ACTIVITY: Gather, from the listing beneath this task, every line holding the string "icon".

#### RECORDS FOR THIS EXERCISE ####

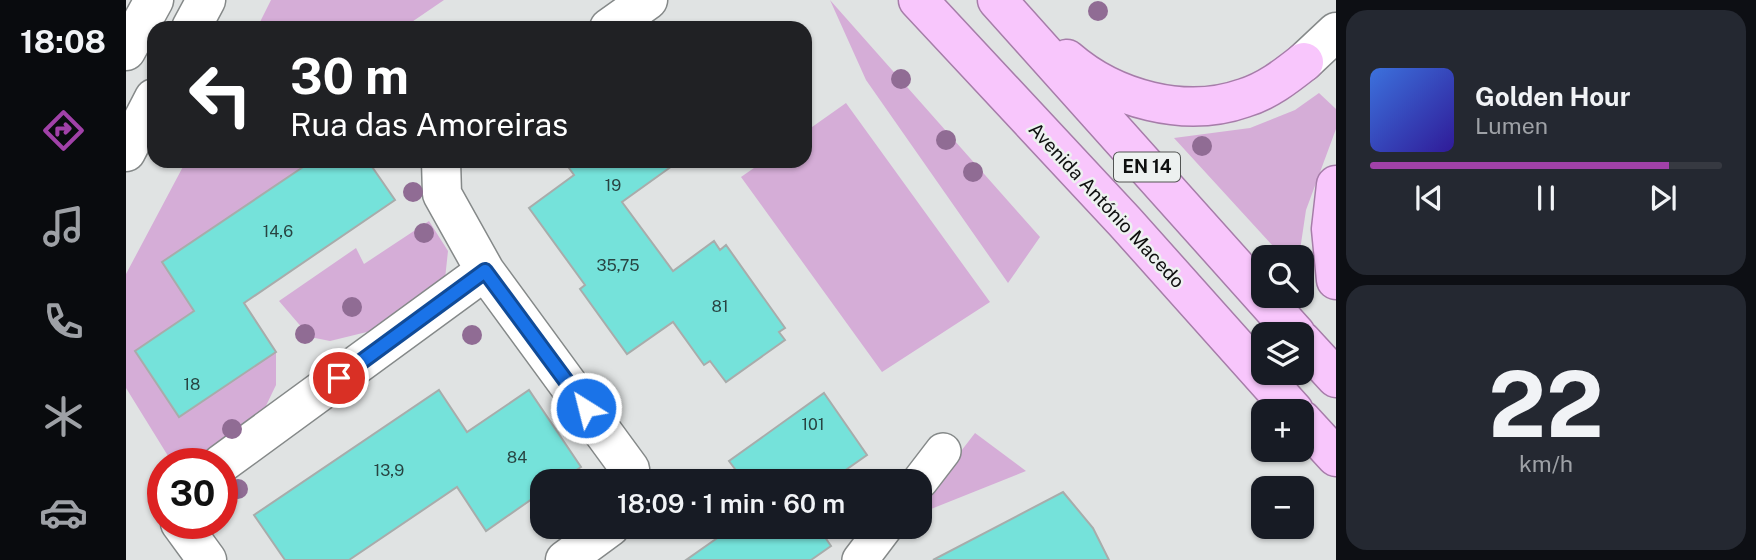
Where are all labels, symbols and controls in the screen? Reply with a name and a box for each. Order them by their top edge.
text: 18:08 [20,23,106,60]
text: 30 m [290,47,409,105]
icon: left [175,49,266,140]
text: Golden Hour [1475,81,1630,112]
icon: directions [39,106,88,155]
text: Rua das Amoreiras [290,106,568,143]
text: Lumen [1475,112,1548,139]
street label: Avenida António Macedo [1025,118,1189,292]
road number: EN 14 [1114,152,1180,182]
house number: 19 [605,176,621,195]
icon: previous [1410,179,1448,217]
icon: pause [1527,179,1565,217]
icon: next [1644,179,1682,217]
icon: music [39,202,88,251]
house number: 14,6 [263,222,293,241]
map controls [1251,245,1314,539]
button: search [1251,245,1314,308]
house number: 35,75 [596,256,640,275]
icon: phone [39,297,88,346]
house number: 81 [712,297,728,316]
button: layers [1251,322,1314,385]
pin [309,348,369,408]
text: 22 [1488,351,1604,457]
icon: arrive [320,359,358,397]
position arrow [549,371,623,445]
house number: 18 [184,375,200,394]
icon: climate [39,392,88,441]
button: + [1251,399,1314,462]
house number: 101 [802,415,824,434]
speed limit sign: 30 [147,448,238,539]
house number: 84 [507,448,527,467]
text: km/h [1519,450,1573,477]
house number: 13,9 [374,461,404,480]
button: − [1251,476,1314,539]
icon: car [39,488,88,537]
text: 18:09 · 1 min · 60 m [617,488,845,519]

####

ANSWER SECTION:
icon: left [175,49,266,140]
icon: directions [39,106,88,155]
icon: previous [1410,179,1448,217]
icon: pause [1527,179,1565,217]
icon: next [1644,179,1682,217]
icon: music [39,202,88,251]
icon: phone [39,297,88,346]
icon: arrive [320,359,358,397]
icon: climate [39,392,88,441]
icon: car [39,488,88,537]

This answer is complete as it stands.